## DIRECTIONS
Of all the lines in the material, how many carry the string "controls"? Respond with the number by itself.

BEGIN DATA SHOWN

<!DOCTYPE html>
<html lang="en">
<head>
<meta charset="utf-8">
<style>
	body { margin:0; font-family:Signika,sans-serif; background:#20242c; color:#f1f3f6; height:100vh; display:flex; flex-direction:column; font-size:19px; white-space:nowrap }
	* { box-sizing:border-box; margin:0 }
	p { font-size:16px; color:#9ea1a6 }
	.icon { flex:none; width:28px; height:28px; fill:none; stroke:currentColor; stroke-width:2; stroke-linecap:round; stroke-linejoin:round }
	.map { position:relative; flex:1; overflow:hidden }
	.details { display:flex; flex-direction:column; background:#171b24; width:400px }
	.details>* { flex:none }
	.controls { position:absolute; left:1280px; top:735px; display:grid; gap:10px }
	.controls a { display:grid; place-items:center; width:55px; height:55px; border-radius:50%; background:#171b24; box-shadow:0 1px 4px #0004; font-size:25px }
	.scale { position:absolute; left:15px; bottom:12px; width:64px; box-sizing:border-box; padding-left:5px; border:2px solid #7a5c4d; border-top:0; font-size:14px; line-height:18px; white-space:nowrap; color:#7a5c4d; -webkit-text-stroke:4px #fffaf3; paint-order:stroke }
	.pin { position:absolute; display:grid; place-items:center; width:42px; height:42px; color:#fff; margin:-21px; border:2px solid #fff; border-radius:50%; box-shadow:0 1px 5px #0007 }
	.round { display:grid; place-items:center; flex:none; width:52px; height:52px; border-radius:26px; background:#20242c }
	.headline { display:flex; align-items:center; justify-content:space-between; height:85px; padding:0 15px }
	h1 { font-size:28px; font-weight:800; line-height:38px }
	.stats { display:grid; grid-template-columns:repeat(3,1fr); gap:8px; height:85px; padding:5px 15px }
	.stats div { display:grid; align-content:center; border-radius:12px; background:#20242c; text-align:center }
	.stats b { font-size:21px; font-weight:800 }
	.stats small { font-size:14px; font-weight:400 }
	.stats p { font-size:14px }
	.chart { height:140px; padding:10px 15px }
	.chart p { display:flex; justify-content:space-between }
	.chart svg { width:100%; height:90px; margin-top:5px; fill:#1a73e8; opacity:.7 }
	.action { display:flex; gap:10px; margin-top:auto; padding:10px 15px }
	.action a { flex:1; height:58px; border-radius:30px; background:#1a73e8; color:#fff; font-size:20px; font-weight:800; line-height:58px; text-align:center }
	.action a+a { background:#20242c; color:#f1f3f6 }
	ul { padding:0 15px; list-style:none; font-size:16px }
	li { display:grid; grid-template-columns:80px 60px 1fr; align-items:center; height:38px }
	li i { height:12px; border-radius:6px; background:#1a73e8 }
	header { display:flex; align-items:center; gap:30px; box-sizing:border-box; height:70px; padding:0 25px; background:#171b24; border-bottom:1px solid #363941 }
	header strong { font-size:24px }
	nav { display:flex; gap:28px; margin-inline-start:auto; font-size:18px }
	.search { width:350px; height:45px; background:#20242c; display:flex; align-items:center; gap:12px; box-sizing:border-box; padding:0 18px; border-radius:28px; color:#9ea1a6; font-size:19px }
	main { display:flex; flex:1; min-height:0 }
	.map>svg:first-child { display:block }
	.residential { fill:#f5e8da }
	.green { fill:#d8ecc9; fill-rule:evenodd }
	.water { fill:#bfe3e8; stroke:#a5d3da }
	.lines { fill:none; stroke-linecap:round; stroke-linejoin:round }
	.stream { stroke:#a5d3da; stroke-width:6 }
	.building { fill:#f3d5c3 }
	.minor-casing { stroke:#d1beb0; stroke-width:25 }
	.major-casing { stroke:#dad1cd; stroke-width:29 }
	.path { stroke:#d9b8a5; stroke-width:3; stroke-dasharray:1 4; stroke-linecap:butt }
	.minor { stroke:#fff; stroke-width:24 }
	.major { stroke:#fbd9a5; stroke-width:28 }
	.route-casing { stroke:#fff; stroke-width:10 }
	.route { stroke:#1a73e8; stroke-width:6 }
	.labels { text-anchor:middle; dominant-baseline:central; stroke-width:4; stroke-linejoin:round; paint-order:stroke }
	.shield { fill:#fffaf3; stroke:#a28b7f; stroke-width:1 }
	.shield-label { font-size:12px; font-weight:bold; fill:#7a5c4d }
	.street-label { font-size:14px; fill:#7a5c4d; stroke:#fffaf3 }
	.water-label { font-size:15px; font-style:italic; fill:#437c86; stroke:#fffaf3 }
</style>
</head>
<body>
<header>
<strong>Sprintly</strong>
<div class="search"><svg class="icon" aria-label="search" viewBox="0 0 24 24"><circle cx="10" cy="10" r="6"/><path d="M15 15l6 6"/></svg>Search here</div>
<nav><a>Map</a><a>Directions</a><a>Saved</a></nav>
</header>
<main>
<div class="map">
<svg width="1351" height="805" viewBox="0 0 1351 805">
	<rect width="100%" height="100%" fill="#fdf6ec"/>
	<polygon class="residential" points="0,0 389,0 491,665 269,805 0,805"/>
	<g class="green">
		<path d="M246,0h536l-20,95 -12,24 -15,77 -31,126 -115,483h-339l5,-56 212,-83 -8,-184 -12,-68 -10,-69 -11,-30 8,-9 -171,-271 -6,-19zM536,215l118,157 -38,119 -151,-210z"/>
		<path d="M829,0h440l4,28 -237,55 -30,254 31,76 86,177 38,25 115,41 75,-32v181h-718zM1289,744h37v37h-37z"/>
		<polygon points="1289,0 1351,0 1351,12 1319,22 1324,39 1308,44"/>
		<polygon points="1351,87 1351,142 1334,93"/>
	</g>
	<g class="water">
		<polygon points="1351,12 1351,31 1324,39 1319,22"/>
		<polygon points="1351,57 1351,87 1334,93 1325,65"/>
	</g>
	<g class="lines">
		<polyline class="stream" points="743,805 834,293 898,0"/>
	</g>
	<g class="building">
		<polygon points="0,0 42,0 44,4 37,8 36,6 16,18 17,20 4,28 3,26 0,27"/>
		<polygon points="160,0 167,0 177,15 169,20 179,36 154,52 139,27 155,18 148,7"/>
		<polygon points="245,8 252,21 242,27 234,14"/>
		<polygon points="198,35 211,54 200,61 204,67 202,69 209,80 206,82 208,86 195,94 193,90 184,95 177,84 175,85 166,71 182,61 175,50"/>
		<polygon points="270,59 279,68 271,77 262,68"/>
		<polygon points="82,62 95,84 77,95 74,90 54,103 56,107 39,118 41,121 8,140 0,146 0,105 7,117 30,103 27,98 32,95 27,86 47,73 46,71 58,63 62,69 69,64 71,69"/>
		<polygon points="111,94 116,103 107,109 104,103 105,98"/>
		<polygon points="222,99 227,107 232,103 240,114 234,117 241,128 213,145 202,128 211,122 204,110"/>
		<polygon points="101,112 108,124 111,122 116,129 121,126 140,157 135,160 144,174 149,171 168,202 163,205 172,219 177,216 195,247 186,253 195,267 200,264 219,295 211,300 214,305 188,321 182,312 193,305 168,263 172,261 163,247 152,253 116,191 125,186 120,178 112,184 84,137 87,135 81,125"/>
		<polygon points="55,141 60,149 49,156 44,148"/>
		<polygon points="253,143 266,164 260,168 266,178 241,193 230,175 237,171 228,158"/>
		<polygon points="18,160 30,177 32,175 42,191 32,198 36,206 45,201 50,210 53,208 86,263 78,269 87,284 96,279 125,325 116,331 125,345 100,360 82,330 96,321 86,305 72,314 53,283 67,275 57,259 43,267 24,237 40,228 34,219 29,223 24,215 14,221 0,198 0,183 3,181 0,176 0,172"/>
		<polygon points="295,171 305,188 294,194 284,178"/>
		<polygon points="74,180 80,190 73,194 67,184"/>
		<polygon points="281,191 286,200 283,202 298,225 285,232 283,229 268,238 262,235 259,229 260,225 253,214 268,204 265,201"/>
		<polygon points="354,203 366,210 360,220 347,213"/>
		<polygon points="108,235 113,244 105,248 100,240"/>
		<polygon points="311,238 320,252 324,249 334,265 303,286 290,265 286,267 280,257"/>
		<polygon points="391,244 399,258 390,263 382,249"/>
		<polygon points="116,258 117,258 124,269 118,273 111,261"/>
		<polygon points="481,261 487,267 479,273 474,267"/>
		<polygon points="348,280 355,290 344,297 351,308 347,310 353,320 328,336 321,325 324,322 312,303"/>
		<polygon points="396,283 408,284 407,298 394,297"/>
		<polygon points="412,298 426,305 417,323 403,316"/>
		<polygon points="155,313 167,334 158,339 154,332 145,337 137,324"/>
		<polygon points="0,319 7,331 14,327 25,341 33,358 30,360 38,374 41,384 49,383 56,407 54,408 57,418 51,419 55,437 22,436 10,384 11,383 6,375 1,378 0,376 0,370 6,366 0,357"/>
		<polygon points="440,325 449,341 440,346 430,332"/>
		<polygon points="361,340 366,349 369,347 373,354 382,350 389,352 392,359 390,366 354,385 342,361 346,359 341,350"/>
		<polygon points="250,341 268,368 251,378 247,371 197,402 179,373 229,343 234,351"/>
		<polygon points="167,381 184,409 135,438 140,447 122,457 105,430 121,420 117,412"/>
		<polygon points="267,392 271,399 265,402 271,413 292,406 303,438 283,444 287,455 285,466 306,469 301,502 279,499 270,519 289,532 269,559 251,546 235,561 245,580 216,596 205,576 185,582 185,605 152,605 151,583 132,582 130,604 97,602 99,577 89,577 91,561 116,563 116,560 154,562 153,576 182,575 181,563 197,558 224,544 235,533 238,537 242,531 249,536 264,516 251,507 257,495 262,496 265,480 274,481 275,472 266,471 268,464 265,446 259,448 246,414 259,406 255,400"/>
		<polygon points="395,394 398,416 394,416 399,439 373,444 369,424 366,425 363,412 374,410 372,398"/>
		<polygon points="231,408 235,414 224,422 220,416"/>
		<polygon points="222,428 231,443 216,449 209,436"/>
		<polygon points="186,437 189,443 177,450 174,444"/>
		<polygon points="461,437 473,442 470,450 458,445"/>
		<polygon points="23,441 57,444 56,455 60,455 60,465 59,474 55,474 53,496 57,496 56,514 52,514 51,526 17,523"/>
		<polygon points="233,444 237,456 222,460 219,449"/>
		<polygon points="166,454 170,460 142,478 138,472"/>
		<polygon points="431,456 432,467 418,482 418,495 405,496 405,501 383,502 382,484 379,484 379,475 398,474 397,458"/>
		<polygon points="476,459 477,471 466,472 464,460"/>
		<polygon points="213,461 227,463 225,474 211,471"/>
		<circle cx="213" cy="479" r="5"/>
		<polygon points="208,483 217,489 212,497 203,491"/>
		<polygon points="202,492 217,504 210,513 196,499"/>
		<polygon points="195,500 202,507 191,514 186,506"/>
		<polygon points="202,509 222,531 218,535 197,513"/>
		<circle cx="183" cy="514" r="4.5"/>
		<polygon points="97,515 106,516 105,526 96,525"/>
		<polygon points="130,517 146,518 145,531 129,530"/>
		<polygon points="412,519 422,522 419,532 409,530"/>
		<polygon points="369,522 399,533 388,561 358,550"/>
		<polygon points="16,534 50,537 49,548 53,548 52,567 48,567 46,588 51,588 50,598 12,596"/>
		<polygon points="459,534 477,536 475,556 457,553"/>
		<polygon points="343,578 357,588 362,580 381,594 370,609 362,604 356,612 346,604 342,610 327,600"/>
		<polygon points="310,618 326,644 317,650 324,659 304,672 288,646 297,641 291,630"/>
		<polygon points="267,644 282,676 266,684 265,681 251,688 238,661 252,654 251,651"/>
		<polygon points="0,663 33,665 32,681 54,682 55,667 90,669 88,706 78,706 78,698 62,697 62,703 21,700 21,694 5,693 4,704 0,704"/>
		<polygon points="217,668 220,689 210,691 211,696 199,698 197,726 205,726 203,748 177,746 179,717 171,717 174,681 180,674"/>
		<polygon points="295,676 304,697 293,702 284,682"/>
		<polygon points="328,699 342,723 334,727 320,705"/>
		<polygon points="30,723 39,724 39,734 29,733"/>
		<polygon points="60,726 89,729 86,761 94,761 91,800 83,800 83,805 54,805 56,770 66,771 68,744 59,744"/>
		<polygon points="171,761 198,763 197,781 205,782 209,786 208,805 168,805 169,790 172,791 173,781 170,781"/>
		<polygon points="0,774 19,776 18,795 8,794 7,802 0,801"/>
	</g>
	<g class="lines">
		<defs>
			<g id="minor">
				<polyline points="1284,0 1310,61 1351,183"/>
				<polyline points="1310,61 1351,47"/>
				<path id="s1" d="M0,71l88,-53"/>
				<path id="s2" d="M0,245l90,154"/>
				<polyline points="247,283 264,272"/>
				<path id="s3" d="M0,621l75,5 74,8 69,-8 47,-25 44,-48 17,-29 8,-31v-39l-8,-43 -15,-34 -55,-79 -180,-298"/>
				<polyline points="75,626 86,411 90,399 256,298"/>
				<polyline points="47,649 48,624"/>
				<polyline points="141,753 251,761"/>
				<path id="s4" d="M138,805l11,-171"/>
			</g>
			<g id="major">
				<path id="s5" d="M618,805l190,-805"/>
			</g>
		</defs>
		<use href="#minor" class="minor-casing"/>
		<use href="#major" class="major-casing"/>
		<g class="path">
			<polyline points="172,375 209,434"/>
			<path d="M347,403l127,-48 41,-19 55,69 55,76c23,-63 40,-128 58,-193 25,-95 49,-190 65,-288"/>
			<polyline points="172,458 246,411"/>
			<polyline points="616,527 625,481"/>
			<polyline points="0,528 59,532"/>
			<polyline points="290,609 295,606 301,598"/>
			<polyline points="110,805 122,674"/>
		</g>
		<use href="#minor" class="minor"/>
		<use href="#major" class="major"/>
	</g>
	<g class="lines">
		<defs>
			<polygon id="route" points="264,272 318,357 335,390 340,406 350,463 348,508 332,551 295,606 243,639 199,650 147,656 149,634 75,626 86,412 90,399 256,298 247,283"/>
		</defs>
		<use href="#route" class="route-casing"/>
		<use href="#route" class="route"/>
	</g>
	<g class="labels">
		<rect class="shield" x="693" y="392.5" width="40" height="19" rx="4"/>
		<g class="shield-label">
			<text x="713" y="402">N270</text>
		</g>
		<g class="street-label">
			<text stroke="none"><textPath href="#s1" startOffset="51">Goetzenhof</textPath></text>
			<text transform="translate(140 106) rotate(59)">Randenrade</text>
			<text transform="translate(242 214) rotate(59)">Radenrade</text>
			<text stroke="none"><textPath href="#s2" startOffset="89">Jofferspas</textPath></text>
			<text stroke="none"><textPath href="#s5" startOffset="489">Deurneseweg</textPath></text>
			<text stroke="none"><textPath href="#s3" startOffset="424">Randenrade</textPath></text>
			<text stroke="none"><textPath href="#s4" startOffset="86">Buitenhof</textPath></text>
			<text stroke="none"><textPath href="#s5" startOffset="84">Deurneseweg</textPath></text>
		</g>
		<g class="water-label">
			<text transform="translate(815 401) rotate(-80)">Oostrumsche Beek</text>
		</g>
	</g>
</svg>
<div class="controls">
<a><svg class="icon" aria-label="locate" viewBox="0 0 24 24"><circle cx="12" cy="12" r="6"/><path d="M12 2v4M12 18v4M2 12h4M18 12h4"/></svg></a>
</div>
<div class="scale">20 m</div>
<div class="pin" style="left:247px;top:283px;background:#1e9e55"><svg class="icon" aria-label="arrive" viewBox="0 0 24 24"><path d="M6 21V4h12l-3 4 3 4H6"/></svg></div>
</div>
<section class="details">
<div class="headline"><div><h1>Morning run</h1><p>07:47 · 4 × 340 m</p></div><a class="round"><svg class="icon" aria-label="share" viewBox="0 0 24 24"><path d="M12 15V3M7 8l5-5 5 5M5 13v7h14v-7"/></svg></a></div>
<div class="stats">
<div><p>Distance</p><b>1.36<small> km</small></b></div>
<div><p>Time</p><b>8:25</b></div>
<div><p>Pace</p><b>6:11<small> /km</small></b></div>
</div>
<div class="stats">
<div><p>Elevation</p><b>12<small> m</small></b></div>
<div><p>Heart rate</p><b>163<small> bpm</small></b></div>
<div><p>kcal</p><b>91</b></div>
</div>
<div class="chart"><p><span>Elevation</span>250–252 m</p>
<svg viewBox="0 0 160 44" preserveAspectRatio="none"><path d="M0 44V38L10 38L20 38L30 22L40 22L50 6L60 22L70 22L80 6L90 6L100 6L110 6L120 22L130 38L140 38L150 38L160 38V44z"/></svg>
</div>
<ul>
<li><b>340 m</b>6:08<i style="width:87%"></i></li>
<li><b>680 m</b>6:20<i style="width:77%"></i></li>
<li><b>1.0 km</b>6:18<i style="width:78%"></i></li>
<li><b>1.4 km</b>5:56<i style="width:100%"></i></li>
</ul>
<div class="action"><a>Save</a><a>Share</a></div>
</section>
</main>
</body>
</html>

END DATA SHOWN

## ANSWER SPACE
3